An illustration featuring a historic photo incarcerated people at Angola next to a modern image of incarcerated people at Angola. The outline of Louisiana is superimposed.

Alex A. v. Edwards

Status: Ongoing
Last Update: September 28, 2022

What's at Stake

The ACLU National Prison Project and partner civil rights attorneys filed a federal class-action lawsuit to prevent the transfer of children in the custody of Louisiana’s Office of Juvenile Justice to the Louisiana State Penitentiary, commonly known as Angola Prison.

On July 19, 2022, Louisiana’s Governor John Bel Edwards announced a shocking plan to move youth in the custody of the Office of Juvenile Justice (“OJJ”) to the former death row building at the Louisiana State Penitentiary, commonly known as Angola Prison. Angola is the notorious maximum-security prison for adults and is the largest maximum-security prison in the country. The site is a former slave plantation that was converted to a prison during the Civil War. Children involved in juvenile delinquency proceedings – who have not been convicted of crimes – have never before been incarcerated on the grounds of an adult prison. The young people targeted to be moved to Angola and their families are fighting back. The ACLU National Prison Project and partner civil rights attorneys quickly filed a federal class-action lawsuit to prevent these transfers.

As it is now, the Angola prison does not meet constitutional standards for health care for the 5,000 adults who are currently incarcerated there. Housing children on the same grounds is unconstitutional and dangerous. By moving youth to Angola – even in a separate building from adults – the state violated its duty to provide conditions of reasonable health and safety and rehabilitative services to children in its custody, and violated the right to educational and related services for children with disabilities.

Research shows that youth in adult facilities are more likely to commit suicide, suffer from sexual assault and experience exacerbated mental health challenges.

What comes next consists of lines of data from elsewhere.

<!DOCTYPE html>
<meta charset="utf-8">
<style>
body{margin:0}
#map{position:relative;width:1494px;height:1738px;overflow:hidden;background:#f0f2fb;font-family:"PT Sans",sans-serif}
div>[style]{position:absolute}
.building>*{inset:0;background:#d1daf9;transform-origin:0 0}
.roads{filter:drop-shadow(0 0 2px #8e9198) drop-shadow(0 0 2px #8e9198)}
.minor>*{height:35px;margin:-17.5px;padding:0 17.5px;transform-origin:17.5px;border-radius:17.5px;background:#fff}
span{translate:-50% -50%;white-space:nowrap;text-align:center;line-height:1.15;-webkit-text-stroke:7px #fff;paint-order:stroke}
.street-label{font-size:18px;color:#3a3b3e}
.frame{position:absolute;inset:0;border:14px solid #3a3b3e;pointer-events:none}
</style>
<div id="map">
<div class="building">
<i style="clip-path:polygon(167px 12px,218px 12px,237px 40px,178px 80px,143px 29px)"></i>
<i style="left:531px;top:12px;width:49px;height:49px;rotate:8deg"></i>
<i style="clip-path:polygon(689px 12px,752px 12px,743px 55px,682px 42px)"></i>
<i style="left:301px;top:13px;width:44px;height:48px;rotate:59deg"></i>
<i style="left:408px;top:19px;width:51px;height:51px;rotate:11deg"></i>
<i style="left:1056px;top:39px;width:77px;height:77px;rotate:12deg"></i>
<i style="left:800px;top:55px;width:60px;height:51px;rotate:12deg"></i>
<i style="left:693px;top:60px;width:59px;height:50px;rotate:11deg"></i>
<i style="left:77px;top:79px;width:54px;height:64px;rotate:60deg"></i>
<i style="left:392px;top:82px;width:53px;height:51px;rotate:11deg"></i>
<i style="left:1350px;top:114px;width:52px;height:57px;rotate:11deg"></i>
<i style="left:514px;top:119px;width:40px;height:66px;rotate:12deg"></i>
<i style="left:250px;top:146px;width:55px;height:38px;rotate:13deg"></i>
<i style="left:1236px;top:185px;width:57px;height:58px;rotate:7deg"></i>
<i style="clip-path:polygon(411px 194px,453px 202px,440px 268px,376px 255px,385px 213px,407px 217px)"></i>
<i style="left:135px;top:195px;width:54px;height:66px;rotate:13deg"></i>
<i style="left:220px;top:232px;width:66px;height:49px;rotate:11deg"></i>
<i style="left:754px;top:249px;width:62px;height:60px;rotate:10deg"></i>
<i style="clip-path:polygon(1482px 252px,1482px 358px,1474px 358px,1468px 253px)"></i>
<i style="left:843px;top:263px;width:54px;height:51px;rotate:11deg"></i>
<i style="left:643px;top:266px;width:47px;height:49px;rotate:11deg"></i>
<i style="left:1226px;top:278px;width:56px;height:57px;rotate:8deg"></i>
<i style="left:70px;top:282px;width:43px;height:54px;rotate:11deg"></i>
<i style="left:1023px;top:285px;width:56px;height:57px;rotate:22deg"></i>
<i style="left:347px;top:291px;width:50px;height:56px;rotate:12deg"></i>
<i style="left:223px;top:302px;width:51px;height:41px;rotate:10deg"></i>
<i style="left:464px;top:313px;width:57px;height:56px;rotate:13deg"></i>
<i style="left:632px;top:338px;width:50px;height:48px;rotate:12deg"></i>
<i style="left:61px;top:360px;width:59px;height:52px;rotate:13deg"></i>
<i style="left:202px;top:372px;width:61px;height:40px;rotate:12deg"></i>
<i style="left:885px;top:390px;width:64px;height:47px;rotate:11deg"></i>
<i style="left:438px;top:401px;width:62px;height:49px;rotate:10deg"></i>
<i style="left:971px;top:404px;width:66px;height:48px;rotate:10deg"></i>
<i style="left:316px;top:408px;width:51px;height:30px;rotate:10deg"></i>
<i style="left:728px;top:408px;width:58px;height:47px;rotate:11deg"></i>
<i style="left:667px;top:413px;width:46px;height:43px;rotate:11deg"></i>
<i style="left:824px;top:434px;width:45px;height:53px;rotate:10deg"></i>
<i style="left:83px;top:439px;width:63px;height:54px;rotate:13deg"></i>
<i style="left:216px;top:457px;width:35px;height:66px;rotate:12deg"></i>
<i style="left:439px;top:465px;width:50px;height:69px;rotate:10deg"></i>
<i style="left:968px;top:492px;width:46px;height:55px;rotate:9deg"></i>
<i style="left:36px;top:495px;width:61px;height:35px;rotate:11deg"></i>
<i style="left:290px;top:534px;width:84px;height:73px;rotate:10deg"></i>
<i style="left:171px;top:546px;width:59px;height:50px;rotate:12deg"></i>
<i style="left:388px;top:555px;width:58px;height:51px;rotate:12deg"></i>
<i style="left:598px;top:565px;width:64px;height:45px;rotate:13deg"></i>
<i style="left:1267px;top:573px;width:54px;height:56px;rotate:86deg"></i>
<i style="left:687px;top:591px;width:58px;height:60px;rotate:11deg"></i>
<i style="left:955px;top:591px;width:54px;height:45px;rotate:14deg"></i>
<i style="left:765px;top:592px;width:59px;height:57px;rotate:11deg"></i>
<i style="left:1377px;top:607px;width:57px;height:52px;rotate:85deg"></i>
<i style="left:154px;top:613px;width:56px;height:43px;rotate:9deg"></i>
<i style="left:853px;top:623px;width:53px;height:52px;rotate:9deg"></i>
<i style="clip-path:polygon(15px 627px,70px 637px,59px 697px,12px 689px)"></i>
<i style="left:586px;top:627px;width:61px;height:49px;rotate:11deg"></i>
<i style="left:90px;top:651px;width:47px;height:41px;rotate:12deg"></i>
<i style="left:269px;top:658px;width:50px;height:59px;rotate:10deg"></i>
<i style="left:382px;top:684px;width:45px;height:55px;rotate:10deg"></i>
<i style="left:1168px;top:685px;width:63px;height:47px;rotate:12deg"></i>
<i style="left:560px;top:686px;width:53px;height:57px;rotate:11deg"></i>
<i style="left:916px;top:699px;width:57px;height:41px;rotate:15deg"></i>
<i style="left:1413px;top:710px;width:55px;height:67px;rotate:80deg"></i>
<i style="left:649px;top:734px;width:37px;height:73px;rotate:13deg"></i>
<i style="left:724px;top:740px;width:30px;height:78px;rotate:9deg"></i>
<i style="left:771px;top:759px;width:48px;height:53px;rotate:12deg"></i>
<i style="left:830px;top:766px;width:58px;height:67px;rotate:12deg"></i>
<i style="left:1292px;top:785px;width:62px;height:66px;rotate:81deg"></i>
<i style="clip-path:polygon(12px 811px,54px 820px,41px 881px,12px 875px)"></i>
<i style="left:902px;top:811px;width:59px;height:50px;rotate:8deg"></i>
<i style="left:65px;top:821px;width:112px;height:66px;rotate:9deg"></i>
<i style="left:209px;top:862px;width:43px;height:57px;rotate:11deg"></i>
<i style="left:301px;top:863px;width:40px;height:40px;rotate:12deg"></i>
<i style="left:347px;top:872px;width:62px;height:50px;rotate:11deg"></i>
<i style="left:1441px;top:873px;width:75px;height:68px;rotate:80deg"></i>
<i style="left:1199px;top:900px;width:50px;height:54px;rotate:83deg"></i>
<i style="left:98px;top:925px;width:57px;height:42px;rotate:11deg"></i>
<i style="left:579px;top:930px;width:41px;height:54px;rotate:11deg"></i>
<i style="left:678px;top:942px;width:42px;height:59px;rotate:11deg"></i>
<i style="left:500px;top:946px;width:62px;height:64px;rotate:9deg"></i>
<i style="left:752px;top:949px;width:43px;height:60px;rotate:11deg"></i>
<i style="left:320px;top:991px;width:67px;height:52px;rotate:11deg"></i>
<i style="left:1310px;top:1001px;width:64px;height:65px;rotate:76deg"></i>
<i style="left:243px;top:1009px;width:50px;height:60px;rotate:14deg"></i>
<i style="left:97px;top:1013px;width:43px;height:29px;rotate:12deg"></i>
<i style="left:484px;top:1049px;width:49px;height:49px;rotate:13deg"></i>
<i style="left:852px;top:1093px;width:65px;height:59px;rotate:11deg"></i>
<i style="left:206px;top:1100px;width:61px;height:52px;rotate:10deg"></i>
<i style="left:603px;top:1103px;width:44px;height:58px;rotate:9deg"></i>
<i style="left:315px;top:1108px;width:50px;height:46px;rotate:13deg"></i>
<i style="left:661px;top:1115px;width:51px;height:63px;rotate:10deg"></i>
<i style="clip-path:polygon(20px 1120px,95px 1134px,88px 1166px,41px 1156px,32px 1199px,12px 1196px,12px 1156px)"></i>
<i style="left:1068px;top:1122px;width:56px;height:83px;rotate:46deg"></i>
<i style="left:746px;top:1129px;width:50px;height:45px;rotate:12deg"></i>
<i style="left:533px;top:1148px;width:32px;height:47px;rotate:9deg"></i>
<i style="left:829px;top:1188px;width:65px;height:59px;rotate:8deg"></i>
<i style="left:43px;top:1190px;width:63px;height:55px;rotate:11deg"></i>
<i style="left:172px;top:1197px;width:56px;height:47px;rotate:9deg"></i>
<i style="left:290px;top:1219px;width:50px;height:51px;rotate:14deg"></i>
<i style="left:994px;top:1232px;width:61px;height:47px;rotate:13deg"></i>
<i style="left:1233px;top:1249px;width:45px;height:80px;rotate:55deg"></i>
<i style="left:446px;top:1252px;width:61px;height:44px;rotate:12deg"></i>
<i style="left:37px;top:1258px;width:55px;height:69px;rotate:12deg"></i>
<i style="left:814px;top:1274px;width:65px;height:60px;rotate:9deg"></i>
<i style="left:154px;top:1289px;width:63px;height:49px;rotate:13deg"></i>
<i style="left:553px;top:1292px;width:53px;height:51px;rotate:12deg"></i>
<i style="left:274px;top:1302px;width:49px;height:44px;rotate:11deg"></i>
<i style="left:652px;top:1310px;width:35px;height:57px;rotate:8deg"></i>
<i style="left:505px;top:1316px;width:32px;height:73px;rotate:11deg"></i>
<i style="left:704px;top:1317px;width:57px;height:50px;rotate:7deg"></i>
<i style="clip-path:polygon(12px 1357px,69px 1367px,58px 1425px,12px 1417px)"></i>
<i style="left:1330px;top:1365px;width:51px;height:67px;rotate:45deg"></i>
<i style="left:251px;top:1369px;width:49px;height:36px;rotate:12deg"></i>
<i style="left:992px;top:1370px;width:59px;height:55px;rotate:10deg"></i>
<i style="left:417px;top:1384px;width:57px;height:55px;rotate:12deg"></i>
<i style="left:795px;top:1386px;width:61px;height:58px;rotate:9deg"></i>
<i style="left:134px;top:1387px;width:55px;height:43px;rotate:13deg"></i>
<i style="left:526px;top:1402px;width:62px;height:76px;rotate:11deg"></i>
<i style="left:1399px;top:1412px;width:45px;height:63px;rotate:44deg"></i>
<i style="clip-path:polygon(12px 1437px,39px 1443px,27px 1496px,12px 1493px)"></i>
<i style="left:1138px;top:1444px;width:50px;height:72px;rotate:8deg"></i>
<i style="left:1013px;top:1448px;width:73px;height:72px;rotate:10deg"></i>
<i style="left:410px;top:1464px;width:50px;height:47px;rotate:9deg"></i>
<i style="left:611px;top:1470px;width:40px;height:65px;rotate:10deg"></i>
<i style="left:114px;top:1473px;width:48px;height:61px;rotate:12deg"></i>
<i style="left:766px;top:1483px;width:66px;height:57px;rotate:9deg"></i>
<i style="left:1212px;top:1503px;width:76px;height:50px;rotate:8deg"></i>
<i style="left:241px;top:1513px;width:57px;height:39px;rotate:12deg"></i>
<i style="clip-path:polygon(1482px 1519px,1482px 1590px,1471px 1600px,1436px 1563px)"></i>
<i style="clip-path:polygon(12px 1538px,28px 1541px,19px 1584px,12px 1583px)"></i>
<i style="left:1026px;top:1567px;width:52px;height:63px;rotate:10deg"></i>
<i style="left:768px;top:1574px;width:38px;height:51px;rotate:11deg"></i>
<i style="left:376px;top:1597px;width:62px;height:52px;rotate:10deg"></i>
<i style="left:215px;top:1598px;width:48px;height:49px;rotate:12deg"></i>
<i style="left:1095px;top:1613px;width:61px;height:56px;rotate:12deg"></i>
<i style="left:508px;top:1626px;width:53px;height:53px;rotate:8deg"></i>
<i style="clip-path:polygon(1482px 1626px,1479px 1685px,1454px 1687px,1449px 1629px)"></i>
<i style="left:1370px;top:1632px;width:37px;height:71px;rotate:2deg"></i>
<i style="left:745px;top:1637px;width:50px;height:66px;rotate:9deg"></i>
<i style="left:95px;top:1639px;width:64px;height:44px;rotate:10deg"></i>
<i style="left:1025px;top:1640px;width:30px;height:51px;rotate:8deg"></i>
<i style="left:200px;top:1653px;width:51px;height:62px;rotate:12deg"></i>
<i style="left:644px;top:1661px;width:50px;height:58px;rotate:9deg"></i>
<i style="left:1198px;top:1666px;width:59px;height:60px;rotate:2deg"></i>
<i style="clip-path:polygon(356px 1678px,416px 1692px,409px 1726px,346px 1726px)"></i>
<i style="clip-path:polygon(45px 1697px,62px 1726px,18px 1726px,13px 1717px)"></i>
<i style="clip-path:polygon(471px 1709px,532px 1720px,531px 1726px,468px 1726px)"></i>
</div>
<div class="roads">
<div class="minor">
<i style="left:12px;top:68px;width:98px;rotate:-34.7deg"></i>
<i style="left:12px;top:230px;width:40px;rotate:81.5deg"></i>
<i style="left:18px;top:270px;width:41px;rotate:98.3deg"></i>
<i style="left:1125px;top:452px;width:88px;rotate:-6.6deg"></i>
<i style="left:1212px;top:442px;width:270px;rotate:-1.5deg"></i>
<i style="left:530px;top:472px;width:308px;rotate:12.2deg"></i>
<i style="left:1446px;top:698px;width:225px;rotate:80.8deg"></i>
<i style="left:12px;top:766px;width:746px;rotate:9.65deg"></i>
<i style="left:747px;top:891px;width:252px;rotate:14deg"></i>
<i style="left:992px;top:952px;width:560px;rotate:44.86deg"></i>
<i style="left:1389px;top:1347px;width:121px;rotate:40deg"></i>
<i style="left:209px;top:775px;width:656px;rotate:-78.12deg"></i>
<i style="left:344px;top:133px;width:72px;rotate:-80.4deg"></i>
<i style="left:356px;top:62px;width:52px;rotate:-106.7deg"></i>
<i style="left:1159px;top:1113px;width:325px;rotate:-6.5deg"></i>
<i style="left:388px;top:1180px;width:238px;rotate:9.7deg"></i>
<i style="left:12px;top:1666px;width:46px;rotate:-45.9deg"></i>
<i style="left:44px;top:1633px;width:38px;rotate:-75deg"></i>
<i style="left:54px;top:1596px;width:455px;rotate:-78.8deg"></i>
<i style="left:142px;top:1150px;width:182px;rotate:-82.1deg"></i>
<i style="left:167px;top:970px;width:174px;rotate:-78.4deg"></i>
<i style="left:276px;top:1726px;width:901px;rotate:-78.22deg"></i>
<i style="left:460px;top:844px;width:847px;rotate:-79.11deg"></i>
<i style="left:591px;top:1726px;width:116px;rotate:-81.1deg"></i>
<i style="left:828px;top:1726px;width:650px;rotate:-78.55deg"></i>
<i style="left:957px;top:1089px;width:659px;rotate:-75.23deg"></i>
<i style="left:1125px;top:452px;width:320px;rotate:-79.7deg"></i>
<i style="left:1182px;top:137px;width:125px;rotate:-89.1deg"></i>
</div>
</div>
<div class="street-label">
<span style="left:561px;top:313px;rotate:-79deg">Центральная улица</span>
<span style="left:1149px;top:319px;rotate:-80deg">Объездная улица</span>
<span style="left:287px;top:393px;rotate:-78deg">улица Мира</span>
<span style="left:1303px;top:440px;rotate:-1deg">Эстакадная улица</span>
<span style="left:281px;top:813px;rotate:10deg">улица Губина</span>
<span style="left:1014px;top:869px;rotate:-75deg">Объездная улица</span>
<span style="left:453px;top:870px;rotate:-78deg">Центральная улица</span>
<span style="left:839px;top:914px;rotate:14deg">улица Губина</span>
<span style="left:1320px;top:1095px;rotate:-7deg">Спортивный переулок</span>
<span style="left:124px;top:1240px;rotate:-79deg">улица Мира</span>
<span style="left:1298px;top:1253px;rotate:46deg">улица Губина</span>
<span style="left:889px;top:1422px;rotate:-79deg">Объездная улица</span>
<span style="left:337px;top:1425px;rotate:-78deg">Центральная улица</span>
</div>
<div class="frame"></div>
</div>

Louisiana’s failure to address staffing and operational deficiencies in its existing juvenile justice system led to the problems the system is experiencing now. These issues were not remedied by a wrong-headed and expensive plan to send children to Angola (and house them in the facility’s former death row). Juvenile delinquency adjudications are civil, not criminal, findings. The Louisiana Constitution explicitly recognizes that children in OJJ custody are confined solely for the purpose of receiving rehabilitation and individual treatment and may not be punished. But the state’s use of Angola is clearly punishment. As a national juvenile justice expert testified at the September 2022 preliminary injunction hearing, everything about the Angola site – from its high fences, razor wire, guard towers, and the floor-to-ceiling barred single cells in which children will be locked up — “screams prison” to the youth and their families. Photos of the Angola site where youth in OJJ custody would be held are linked here.

Plaintiffs’ Emergency Motion for a Temporary Restraining Order and Preliminary Injunction to prevent the state from sending kids to Angola was denied by the court on September 23, 2022, following a three-day hearing in Baton Rouge. While the court’s ruling acknowledged that the children placed at Angola would suffer a serious risk of psychological harm, the judge was persuaded by OJJ’s promises that the facility would be safe, would provide education and all other required services, and would only be used until the spring of 2023. The State broke every one of its promises and was still sending children to Angola a year later. In total, at least 70-80 children endured Angola – almost all are Black and some were as young as 14. The youth, now part of a certified class, asked the court again in July 2023 for an injunction, and during a seven-day trial in August 2023, proved that they had been subjected to what the federal judge called conditions of confinement that were “cruel and unusual punishment.” The state had subjected the children at Angola to abusive conditions, including solitary confinement for days and sometimes weeks at a time, excessive force, denial of education, broken air conditioning, and the routine use of handcuffs, shackles, and chemical agents (mace). On September 8, 2023, the court ordered the state to transfer all children out of Angola within a week and to cease using the facility to detain children in delinquency cases.

The state appealed the preliminary injunction but the order remained in place. On December 19, 2023, a unanimous panel of the Fifth Circuit Court of Appeals dismissed the State’s appeal because it was moot. The injunction was time-limited under the Prison Litigation Reform Act and it had expired. The dismissal returns the focus to the district court, where the certified class of children adjudicated delinquent (in civil proceedings) who are in Louisiana’s custody are seeking a permanent order barring the State from transferring them to Angola or to any other adult jail or prison. We continue the struggle, along with actively engaged community partners, to ensure that Louisiana has a juvenile system where most children receive rehabilitative services in their communities instead of being locked up.